━━━━━ ENTRIES SHOWN
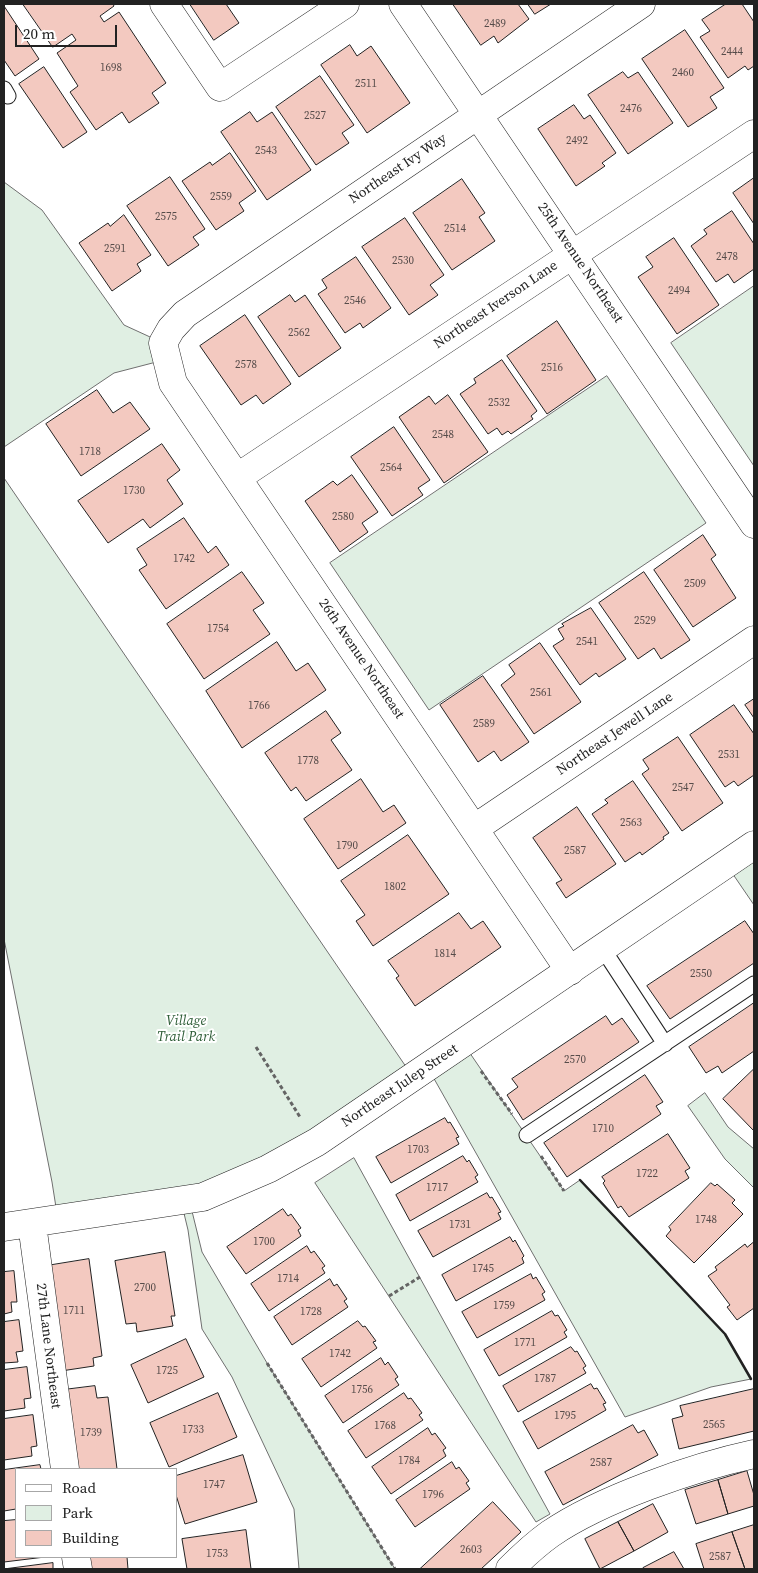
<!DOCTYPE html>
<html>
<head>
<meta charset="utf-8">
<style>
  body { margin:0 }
  #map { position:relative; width:758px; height:1573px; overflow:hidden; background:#fff; font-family:"Source Serif 4",serif }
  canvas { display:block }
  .frame { position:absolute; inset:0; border:5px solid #222; pointer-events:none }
  .legend { position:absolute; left:15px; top:1468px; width:162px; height:90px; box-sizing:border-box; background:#fff; border:1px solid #a7a7a7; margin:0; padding:6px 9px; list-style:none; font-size:15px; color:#222 }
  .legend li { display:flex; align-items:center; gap:10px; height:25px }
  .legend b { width:25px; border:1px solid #a7a7a7 }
  .scale { position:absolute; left:15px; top:25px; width:102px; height:22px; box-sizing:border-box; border:2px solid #222; border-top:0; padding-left:6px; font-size:15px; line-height:18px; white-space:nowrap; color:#222; -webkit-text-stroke:4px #fff; paint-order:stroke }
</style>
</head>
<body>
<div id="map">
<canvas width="758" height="1573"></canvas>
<div class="frame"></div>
<ul class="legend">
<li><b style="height:6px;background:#fff"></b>Road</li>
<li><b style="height:14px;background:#e0efe3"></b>Park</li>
<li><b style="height:14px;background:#f3c9c0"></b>Building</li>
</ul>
<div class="scale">20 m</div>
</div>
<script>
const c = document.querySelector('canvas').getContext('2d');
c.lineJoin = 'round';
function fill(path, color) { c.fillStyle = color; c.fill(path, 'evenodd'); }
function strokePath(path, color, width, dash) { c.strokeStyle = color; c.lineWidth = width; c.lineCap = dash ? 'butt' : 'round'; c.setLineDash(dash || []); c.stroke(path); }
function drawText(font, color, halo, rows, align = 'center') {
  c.font = font + ' "Source Serif 4",serif'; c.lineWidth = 4; c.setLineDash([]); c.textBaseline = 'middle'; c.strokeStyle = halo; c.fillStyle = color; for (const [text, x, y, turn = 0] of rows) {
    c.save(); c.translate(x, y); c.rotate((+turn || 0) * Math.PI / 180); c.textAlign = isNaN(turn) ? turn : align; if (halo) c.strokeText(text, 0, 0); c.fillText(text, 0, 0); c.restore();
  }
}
const green = new Path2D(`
  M4,182L42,210L124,325L161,342L164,360L114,373L4,447Z
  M754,286V466L671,343Z
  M607,376L706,523L429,710L330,563Z
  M4,478L413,1077L189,1199L202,1252L267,1363L395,1569H299L294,1509L232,1377L202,1329L188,1230L181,1201L58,1220L52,1182L4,939Z
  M754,845V905L726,864Z
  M463,1043L564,1191L580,1180L725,1334L751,1379L711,1387L625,1417L428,1068Z
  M705,1093L728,1127L754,1149V1188L725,1159L688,1106Z
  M354,1158L550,1514L536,1522L315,1183Z`);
const building = new Path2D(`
  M23,4H113L114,6L100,16L104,22L119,12L166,83L152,93L159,103L129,123L122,112L96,130L70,92L78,86L57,53L76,40L72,34L53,47Z
  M190,4H226L239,23L214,40Z
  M453,4H518L529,19L498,43L494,36L481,45Z
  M528,4H551L535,14Z
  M726,4H742L754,22V66L748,70L745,66L728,78L700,37L710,31L702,20Z
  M4,6L39,59L15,76L4,60Z
  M685,30L724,88L710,97L717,108L688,127L642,59Z
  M350,45L357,56L371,46L410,103L367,133L321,65Z
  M44,67L87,132L63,148L19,84Z
  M623,72L628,78L638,72L673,123L628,154L588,95Z
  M320,76L354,125L342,133L349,143L316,165L276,107Z
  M574,105L584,119L590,115L616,153L602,163L605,166L576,186L538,129Z
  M250,112L257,122L272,112L311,170L267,200L221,132Z
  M230,153L256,191L239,203L244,211L216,230L182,181L210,162L212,165Z
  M170,177L205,229L193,237L199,245L168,266L127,206Z
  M754,178V224L733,193Z
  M462,179L485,213L479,217L495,241L452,270L413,213Z
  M732,211L754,244V269L734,283L728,274L716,282L691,246L707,234L704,230Z
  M124,215L151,255L137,264L141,271L112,291L79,243L108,223L110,226Z
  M405,218L444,275L430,285L438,295L409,315L362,247Z
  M674,238L719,305L677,334L638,277L653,267L646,257Z
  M356,257L391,308L363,328L360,323L345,333L318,294L327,288L322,280Z
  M290,295L295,302L305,295L341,348L299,377L258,317Z
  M245,315L291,384L263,404L256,395L241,405L200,346Z
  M557,321L596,380L547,414L507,356Z
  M502,360L537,411L531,416L533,419L511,434L508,431L502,435L497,428L488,434L460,394L476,383L474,379Z
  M97,390L113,413L130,402L150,429L81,476L46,424Z
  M448,395L488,452L444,483L399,417L429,396L435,404Z
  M394,427L430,480L418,488L423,495L392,516L351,457Z
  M162,444L180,470L167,480L183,504L150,528L143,519L108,543L78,501Z
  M352,475L378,512L362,523L368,532L340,552L305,501L333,481L337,485Z
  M184,518L208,553L216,546L229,565L166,609L139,570L147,565L137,549Z
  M703,535L716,555L711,559L736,598L693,627L654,570Z
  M242,572L264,603L253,610L270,634L204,679L167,624Z
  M644,572L690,640L661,659L654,648L638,659L599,603Z
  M591,608L626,659L599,677L596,673L580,685L553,646L564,639L558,629L564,626L562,624Z
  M277,642L296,671L308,663L326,690L242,748L206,691Z
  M540,643L581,702L534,734L501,685L515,674L509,665Z
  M483,676L529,742L501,761L494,751L478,762L440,705Z
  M754,699V718L745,705Z
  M734,705L754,734V775L738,786L734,781L725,787L690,735Z
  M326,711L341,733L331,740L352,770L306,801L296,787L291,791L265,753Z
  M678,737L723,803L682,831L642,774L649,769L643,760Z
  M361,779L383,812L394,805L406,823L338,869L304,819Z
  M633,781L669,833L663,837L664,839L642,855L640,852L625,862L592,814L608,803L605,800Z
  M577,807L616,864L566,898L556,883L562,880L533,838Z
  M408,835L449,894L373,946L356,921L365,915L341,881Z
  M459,913L471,929L483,921L501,947L415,1006L396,978L399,976L388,961Z
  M745,921L754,934V963L670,1019L647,986Z
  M754,1003V1051L722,1073L718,1066L706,1073L689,1047Z
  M606,1016L612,1025L622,1018L639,1042L523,1120L507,1095L518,1087L512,1079Z
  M754,1069V1131L723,1099Z
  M645,1075L663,1102L656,1106L661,1114L567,1177L544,1143Z
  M445,1118L448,1123L450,1122L459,1137L456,1138L459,1144L391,1183L376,1157Z
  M668,1134L690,1168L685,1171L689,1178L629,1217L621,1206L618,1208L603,1183L605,1181L602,1177Z
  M463,1156L467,1162L469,1160L478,1175L475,1177L478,1182L410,1221L396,1195Z
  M711,1183L715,1186L717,1184L735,1200L732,1203L743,1214L694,1263L666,1236L671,1230L669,1227Z
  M487,1193L490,1198L492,1197L501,1212L498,1213L501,1219L433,1257L418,1231Z
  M283,1209L288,1216L291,1214L301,1228L298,1230L301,1236L246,1274L227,1247Z
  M510,1237L513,1242L515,1240L524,1256L522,1258L524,1263L456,1301L442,1275Z
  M754,1242V1308L737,1320L727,1307L730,1305L708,1276L717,1270L715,1267L745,1244L747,1247Z
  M307,1246L311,1253L314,1251L325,1266L322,1268L325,1273L269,1311L251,1284Z
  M165,1252L175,1316H171L173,1326L137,1332L136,1323L126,1324L115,1261Z
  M89,1259L102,1356L93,1358L94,1366L61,1371L46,1266Z
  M14,1271L17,1302H11L12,1312L4,1314V1272Z
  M531,1274L533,1279L536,1277L545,1292L542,1294L545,1300L477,1338L462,1312Z
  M330,1279L334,1286L337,1284L347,1299L344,1301L348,1307L292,1345L274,1317Z
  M552,1311L555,1316L558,1315L567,1330L564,1332L567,1337L499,1376L484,1350Z
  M19,1320L23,1351L16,1352L18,1362L4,1363V1322Z
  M358,1321L363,1327L365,1326L376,1341L373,1342L377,1348L321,1387L302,1359Z
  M186,1339L204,1377L148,1403L131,1365Z
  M571,1347L575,1352L577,1351L586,1366L583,1368L586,1373L518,1412L503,1386Z
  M381,1358L385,1365L388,1362L398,1377L395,1379L399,1385L343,1423L325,1396Z
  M27,1367L31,1398L24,1399L25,1408L4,1411V1370Z
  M591,1384L594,1389L597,1388L606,1403L603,1404L606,1410L538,1449L523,1422Z
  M95,1386L97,1398L108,1397L117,1469H73L63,1390Z
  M754,1389V1431L679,1449L672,1419L683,1416L680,1406Z
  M218,1393L237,1437L169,1467L150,1423Z
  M404,1393L408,1399L411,1398L422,1413L419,1415L423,1420L366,1458L348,1431Z
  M33,1415L37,1446L31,1447L32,1456L4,1460V1419Z
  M633,1425L638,1433L644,1430L658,1455L563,1505L545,1472Z
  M428,1428L432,1435L435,1433L446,1448L443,1450L446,1456L391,1494L372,1467Z
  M243,1455L257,1502L185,1524L176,1495V1476Z
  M452,1462L456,1469L459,1467L469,1481L466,1483L470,1489L415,1527L396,1500Z
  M40,1465L41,1469H16V1509L4,1511V1470Z
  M747,1471L754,1495V1506L728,1514L718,1480Z
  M718,1480L728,1514L696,1524L685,1490Z
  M493,1502L521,1532L481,1569H420Z
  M653,1504L668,1532L634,1551L618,1522Z
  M16,1520V1557H45L4,1562V1521Z
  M618,1522L634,1551L600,1569L585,1539Z
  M754,1525V1569H745L732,1532Z
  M246,1530L251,1569H187L182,1539Z
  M732,1532L745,1569H704L696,1544Z
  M674,1552L684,1569H643V1568Z
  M83,1557H127L128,1569H85Z
  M53,1563V1569H4Z`);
const path = new Path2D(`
  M256,1047L300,1117
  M481,1071L512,1114
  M541,1156L564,1191
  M389,1296L420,1277
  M267,1363L395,1569`);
const lane = new Path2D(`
  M4,89L8,96
  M603,949L665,1044
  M527,1135L754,984`);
const street = new Path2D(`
  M164,4L220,87L345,4
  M403,4L754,524
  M238,477L754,134
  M475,828L754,640
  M570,971L173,383L163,343L171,329L185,314L641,4
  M32,1224L65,1469
  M4,1227L203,1197L268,1169L317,1142L754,845
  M76,1557L78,1569
  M510,1569C522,1557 536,1544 550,1534C601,1499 694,1467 754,1454`);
const wall = new Path2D(`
  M580,1180L725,1334L751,1379`);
const numberNames = [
  ["2489",495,24],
  ["2444",732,52],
  ["1698",111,68],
  ["2460",683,73],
  ["2511",366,84],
  ["2476",631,109],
  ["2527",315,116],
  ["2492",577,141],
  ["2543",266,151],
  ["2559",221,197],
  ["2575",166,217],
  ["2514",455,229],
  ["2591",115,249],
  ["2478",727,257],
  ["2530",403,261],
  ["2494",679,291],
  ["2546",355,301],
  ["2562",299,333],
  ["2578",246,365],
  ["2516",552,368],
  ["2532",499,403],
  ["2548",443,435],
  ["1718",90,452],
  ["2564",391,468],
  ["1730",134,491],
  ["2580",343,517],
  ["1742",184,559],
  ["2509",695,584],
  ["2529",645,621],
  ["1754",218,629],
  ["2541",587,642],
  ["2561",541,693],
  ["1766",259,706],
  ["2589",484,724],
  ["2531",729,755],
  ["1778",308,761],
  ["2547",683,788],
  ["2563",631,823],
  ["1790",347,846],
  ["2587",575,851],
  ["1802",395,887],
  ["1814",445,954],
  ["2550",701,974],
  ["2570",575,1060],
  ["1710",603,1129],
  ["1703",418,1150],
  ["1722",647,1174],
  ["1717",437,1188],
  ["1748",706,1220],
  ["1731",460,1225],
  ["1700",264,1242],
  ["1745",483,1269],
  ["1714",288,1279],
  ["2700",145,1288],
  ["1759",504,1306],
  ["1711",74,1311],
  ["1728",311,1312],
  ["1771",525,1343],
  ["1742",340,1354],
  ["1725",167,1371],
  ["1787",545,1379],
  ["1756",362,1390],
  ["1795",565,1416],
  ["2565",714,1425],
  ["1768",385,1426],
  ["1733",193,1430],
  ["1739",91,1433],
  ["1784",409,1461],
  ["2587",601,1463],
  ["1747",214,1485],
  ["1796",433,1495],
  ["2603",471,1550],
  ["1753",217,1554],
  ["2587",720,1557]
];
const streetNames = [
  ["Northeast Ivy Way",398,169,-34],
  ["25th Avenue Northeast",580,263,56],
  ["Northeast Iverson Lane",496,305,-34],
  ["26th Avenue Northeast",361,659,56],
  ["Northeast Jewell Lane",615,734,-34],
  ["Northeast Julep Street",400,1086,-34],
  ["27th Lane Northeast",48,1346,83]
];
const parkNames = [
  ["Village",186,1021],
  ["Trail Park",186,1037]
];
fill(green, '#e0efe3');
strokePath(green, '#6f6f6f', 1);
fill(building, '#f3c9c0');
strokePath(building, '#222', 1);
strokePath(lane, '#222', 17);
strokePath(street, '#222', 29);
strokePath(path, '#646464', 3, [4, 2.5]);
strokePath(lane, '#fff', 15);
strokePath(street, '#fff', 28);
strokePath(wall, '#222', 2.5);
drawText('11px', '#564c4a', null, numberNames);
drawText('14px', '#222', '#fff', streetNames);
drawText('italic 14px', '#2f5e38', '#fff', parkNames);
</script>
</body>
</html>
━━━━━━━━━━
Exactly repeat the material from its first line through the line with "display:flex; align-items:center; gap:10px;", including both, and leave the pictures and everything else out.

<!DOCTYPE html>
<html>
<head>
<meta charset="utf-8">
<style>
  body { margin:0 }
  #map { position:relative; width:758px; height:1573px; overflow:hidden; background:#fff; font-family:"Source Serif 4",serif }
  canvas { display:block }
  .frame { position:absolute; inset:0; border:5px solid #222; pointer-events:none }
  .legend { position:absolute; left:15px; top:1468px; width:162px; height:90px; box-sizing:border-box; background:#fff; border:1px solid #a7a7a7; margin:0; padding:6px 9px; list-style:none; font-size:15px; color:#222 }
  .legend li { display:flex; align-items:center; gap:10px; height:25px }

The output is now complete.